In [1]:
from nltk.tokenize import sent_tokenize,word_tokenize
from nltk.corpus import stopwords
from collections import defaultdict
from string import punctuation
from heapq import nlargest

In [2]:
class FrequencySummarizer:
    def __init__(self, min_cut=0.01, max_cut=0.9):
        """
        Initilize the text summarizer.
        Words that have a frequency term lower than min_cut 
        or higher than max_cut will be ignored.
        """
        self._min_cut = min_cut
        self._max_cut = max_cut 
        self._stopwords = set(stopwords.words('english') + list(punctuation))

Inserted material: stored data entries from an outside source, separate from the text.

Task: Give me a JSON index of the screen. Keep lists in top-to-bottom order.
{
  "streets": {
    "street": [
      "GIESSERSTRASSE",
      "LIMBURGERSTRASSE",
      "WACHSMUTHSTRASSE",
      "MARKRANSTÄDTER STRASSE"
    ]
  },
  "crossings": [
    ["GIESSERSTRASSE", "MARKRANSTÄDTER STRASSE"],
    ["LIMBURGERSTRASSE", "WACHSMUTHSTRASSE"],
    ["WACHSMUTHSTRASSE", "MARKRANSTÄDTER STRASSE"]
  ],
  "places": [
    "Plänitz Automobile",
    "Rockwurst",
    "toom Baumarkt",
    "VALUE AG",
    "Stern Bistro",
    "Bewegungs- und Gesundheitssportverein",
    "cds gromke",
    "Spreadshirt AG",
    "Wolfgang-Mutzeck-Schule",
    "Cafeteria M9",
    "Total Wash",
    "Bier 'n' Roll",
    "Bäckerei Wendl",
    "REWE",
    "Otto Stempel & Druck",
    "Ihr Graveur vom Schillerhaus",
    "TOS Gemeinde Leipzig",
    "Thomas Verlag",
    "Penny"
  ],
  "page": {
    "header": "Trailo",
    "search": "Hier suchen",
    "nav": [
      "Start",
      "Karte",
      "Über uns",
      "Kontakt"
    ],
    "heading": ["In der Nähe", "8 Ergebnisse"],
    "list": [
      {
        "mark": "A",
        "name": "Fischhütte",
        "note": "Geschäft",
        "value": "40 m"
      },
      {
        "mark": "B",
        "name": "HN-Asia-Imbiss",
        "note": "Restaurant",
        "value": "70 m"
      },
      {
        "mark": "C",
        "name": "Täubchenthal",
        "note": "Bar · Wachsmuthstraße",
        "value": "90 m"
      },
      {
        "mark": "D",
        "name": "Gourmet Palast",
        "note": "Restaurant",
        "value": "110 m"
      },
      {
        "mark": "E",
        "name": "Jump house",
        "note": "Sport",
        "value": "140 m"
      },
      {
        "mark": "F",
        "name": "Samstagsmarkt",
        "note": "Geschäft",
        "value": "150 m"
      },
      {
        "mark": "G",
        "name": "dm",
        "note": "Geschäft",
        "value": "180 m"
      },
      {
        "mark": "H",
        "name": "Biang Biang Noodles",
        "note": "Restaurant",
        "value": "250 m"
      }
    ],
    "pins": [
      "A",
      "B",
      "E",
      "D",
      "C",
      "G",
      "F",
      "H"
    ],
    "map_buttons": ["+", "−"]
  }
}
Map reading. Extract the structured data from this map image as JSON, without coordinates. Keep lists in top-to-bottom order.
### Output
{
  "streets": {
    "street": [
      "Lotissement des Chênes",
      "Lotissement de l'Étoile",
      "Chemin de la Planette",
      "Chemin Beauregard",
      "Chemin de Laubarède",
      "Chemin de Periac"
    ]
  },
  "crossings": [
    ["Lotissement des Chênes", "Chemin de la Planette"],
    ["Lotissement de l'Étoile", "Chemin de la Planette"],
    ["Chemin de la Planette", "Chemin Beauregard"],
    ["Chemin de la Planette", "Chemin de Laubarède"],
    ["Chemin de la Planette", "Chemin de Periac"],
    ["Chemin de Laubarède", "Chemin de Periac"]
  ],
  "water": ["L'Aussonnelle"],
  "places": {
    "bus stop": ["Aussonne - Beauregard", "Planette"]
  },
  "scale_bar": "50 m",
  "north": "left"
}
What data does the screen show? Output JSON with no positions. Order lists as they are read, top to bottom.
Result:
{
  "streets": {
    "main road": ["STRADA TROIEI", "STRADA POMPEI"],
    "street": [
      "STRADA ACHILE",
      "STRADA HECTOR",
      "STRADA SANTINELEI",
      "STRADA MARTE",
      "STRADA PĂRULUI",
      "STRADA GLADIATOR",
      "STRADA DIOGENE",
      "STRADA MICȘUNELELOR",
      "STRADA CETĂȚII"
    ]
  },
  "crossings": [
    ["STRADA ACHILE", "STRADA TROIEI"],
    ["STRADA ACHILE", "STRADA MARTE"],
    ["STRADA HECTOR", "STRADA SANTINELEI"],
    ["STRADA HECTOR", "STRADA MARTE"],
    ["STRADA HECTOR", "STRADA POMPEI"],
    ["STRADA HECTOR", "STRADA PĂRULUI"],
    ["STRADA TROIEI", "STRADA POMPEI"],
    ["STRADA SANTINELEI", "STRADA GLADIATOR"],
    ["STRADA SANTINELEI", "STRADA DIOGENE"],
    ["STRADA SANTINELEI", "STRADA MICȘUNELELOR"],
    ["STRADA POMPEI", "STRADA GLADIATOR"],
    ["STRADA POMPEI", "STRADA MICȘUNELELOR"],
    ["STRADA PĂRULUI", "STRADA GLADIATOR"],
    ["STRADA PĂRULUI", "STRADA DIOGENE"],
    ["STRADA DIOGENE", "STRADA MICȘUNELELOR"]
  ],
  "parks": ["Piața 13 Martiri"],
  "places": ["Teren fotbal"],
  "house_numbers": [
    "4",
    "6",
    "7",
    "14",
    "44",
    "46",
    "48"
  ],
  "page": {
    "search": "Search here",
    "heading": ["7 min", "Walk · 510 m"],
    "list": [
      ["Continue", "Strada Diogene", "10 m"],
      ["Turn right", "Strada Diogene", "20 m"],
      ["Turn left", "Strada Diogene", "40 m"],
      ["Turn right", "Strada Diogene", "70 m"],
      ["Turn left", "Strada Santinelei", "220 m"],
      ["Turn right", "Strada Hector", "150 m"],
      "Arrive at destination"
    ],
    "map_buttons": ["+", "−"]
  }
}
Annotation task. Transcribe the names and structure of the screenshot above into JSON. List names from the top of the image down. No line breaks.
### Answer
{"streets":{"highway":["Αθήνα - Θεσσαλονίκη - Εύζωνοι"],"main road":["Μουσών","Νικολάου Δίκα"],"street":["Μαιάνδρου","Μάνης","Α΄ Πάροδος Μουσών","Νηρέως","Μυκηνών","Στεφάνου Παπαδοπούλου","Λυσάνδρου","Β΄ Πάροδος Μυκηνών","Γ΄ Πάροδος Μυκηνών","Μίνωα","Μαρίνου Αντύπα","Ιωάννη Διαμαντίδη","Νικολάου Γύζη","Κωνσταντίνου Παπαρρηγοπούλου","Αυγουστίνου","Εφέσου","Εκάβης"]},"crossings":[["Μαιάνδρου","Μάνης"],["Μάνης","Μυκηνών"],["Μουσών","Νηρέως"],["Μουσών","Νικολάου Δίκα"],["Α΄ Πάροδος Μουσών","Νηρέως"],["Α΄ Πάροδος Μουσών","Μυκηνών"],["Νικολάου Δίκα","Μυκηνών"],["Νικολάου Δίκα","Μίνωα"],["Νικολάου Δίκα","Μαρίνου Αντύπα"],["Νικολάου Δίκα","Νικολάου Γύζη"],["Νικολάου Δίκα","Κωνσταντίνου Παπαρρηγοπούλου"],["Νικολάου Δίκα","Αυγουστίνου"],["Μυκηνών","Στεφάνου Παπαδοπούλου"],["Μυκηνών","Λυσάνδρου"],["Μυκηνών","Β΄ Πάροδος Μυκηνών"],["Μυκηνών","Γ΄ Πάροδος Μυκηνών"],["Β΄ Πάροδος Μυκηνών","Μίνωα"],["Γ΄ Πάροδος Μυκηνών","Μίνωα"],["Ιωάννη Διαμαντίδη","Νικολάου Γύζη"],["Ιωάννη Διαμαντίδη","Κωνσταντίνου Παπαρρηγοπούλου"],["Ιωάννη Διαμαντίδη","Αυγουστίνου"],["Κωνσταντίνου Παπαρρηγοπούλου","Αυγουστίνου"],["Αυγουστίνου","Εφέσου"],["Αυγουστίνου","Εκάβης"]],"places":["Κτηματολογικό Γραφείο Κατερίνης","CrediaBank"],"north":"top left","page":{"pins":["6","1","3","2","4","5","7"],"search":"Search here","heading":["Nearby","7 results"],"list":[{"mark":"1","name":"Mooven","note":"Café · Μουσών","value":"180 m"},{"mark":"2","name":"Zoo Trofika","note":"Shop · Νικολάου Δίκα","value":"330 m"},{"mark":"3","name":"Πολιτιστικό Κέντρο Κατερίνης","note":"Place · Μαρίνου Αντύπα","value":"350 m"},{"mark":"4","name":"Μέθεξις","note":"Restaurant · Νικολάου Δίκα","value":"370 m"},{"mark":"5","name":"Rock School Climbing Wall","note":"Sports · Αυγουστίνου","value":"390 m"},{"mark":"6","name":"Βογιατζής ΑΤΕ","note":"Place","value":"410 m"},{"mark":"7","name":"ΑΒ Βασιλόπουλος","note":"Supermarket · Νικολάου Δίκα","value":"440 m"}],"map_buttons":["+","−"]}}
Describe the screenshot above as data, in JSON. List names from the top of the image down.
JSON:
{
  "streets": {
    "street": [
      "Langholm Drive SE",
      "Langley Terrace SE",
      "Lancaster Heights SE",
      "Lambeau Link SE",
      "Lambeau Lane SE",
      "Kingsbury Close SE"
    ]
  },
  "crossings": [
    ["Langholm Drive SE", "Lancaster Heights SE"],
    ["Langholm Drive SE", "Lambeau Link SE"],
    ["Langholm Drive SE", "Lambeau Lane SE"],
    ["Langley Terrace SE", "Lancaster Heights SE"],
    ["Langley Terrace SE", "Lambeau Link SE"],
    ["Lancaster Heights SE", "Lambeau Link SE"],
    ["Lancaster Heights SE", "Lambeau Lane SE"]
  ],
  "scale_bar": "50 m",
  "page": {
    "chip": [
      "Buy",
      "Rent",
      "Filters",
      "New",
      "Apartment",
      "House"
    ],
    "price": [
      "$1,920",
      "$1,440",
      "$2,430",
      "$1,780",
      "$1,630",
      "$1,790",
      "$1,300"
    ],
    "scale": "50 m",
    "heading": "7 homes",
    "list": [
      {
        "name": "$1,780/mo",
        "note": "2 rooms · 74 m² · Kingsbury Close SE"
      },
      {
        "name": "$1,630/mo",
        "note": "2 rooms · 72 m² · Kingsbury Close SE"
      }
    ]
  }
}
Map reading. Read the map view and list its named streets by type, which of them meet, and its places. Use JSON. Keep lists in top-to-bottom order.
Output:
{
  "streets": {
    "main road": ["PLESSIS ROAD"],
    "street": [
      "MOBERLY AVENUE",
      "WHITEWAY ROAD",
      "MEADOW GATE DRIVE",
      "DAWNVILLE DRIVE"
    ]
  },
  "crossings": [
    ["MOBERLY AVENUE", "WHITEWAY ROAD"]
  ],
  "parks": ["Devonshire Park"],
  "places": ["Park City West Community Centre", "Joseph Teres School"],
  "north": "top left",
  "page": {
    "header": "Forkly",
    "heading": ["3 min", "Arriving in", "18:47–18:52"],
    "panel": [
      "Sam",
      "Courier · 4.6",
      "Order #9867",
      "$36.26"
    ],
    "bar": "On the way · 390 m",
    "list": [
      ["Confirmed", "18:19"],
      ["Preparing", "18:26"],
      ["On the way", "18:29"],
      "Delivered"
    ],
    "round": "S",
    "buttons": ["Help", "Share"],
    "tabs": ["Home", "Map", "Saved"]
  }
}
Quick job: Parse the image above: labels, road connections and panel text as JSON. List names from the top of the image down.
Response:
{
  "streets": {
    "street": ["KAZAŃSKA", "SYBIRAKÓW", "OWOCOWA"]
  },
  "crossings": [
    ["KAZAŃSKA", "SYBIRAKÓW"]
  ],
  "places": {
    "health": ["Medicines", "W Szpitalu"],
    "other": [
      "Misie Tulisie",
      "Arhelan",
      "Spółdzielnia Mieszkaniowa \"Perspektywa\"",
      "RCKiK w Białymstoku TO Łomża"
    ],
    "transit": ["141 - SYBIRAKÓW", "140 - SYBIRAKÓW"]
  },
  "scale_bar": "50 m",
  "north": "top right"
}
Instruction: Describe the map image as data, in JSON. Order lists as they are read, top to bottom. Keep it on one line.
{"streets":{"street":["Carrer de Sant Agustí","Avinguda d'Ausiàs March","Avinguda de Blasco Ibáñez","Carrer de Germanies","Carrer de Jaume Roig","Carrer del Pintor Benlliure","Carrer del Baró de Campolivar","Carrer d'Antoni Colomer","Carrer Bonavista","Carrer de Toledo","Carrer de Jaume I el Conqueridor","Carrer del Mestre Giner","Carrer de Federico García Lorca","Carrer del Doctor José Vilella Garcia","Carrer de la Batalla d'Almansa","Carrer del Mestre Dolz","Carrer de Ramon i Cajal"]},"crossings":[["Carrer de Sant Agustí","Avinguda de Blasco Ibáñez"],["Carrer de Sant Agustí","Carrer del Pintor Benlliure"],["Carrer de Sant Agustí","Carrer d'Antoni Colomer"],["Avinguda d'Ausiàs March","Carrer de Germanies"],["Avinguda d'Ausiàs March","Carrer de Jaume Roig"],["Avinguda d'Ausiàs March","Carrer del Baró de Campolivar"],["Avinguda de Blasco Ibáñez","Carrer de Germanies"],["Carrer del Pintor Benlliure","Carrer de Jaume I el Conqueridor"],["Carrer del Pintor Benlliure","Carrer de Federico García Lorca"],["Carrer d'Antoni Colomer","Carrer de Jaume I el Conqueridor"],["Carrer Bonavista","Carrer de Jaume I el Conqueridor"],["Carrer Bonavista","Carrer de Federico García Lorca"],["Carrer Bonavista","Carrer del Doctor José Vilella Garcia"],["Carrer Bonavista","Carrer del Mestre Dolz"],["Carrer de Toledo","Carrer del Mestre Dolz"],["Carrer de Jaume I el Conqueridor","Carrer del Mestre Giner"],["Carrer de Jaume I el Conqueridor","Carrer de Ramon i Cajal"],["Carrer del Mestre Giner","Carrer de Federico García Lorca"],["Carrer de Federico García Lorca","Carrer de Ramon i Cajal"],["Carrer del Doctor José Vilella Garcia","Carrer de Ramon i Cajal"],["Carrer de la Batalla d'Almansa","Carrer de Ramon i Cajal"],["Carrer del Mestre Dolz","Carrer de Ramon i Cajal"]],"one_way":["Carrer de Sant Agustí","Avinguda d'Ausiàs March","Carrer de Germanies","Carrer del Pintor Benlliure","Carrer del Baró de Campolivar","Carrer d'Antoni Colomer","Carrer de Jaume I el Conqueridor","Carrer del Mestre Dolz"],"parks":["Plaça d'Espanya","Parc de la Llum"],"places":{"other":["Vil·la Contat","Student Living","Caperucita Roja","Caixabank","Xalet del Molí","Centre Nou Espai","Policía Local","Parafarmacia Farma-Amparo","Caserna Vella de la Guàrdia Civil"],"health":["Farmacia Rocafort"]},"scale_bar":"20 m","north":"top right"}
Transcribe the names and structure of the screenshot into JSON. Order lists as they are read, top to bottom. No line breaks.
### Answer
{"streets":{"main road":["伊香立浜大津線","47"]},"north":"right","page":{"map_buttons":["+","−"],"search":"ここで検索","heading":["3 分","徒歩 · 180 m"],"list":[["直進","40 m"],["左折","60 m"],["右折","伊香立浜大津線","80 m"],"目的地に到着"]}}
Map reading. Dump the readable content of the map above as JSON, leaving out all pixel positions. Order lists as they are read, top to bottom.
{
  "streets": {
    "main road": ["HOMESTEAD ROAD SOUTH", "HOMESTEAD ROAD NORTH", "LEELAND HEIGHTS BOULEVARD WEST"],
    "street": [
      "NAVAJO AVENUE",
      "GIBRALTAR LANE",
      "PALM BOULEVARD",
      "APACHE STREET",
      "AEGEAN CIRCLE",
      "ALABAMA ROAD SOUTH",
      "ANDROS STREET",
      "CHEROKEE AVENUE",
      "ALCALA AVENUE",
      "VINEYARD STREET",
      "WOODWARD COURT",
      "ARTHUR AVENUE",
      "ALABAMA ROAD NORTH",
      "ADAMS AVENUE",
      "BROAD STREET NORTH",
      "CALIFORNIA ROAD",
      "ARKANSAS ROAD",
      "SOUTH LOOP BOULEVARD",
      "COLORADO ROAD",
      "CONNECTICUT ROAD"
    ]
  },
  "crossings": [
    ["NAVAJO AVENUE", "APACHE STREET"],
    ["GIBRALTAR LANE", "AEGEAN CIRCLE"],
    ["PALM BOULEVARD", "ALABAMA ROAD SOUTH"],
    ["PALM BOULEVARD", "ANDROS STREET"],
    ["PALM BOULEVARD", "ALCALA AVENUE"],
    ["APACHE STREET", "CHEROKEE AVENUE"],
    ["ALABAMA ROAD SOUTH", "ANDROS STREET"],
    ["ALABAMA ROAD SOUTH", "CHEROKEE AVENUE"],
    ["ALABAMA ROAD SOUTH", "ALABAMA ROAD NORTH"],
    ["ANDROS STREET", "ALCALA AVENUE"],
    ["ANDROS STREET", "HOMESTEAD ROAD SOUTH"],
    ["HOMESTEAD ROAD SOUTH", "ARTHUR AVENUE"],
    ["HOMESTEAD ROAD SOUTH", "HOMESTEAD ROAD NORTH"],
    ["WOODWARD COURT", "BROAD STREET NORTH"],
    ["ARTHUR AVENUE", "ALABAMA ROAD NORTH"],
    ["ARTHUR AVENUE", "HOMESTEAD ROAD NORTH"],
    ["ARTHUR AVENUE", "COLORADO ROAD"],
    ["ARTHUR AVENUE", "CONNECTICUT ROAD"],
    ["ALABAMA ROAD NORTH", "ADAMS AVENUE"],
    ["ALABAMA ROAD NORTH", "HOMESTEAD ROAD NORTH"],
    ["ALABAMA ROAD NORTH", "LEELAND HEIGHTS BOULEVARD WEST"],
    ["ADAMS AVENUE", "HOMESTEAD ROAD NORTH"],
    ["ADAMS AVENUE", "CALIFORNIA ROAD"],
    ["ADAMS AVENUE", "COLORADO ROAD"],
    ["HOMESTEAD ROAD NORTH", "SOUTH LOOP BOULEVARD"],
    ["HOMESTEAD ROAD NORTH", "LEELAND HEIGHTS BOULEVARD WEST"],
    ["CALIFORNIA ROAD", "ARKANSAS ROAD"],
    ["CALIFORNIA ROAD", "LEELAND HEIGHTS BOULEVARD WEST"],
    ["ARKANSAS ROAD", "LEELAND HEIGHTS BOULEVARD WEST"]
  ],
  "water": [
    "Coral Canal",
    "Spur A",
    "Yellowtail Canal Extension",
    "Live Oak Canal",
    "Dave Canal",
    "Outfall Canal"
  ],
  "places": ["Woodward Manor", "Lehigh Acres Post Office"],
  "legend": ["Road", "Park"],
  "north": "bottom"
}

    def _compute_frequencies(self, word_sent):
        """ 
        Compute the frequency of each of word.
        Input: 
        word_sent, a list of sentences already tokenized.
        Output: 
        freq, a dictionary where freq[w] is the frequency of w.
        """
        freq = defaultdict(int)
        for s in word_sent:
            for word in s:
                if word not in self._stopwords:
                    freq[word] += 1
        # frequencies normalization and filtering
        m = float(max(freq.values()))
        for w in freq.keys():
            freq[w] = freq[w]/m
            if freq[w] >= self._max_cut or freq[w] <= self._min_cut:
                del freq[w]
        return freq
    
    def Text_length (self,text):
        sents= sent_tokenize(text)
        return len(sents)
    
    def summarize(self, text, n):
        """
        Return a list of n sentences
        which represent the summary of text.
        """
        sents = sent_tokenize(text)
        assert n <= len(sents)
        word_sent = [word_tokenize(s.lower()) for s in sents]
        self._freq = self._compute_frequencies(word_sent)
        ranking = defaultdict(int)
        for i,sent in enumerate(word_sent):
            for w in sent:
                if w in self._freq:
                    ranking[i] += self._freq[w]
        sents_idx = self._rank(ranking, n)
        return [sents[j] for j in sents_idx]
    
    def _rank(self, ranking, n):
        """ return the first n sentences with highest ranking """
        return nlargest(n, ranking, key=ranking.get)

In [3]:
import urllib2
from bs4 import BeautifulSoup

def get_only_text(url):
    """ 
    return the title and the text of the article
    at the specified url
     """
    hdr = {'User-Agent': 'Mozilla/5.0 (X11; Linux x86_64) AppleWebKit/537.11 (KHTML, like Gecko) Chrome/23.0.1271.64 Safari/537.11',
       'Accept': 'text/html,application/xhtml+xml,application/xml;q=0.9,*/*;q=0.8',
       'Connection': 'keep-alive'}
    req = urllib2.Request(url, headers=hdr)
    try:
        page = urllib2.urlopen(req).read().decode('utf8')
    except urllib2.HTTPError, e:
        print e.fp.read()
        
    soup = BeautifulSoup(page)
    text = ' '.join(map(lambda p: p.text, soup.find_all('p')))
    
    return soup.title.text, text

In [4]:
#Just a naive approach to extract some summaries from Knowledge Officer articles from the direct link

article_url =[] 

#Engineering
article_url.append('https://redditblog.com/2017/06/30/why-we-chose-typescript/') 
#Startup & Business
article_url.append('http://www.businessinsider.com/how-a-box-of-cereal-and-being-like-a-cockroach-helped-airbnb-become-a-billion-dollar-business-2013-3')
#Product & Design
article_url.append('https://www.techproductmanagement.com/iot-decision-framework/')

# KO Article
# article_url.append('https://www.medium.com/swlh/diligence-at-social-capital-part-2-accounting-for-revenue-growth-551fa07dd972')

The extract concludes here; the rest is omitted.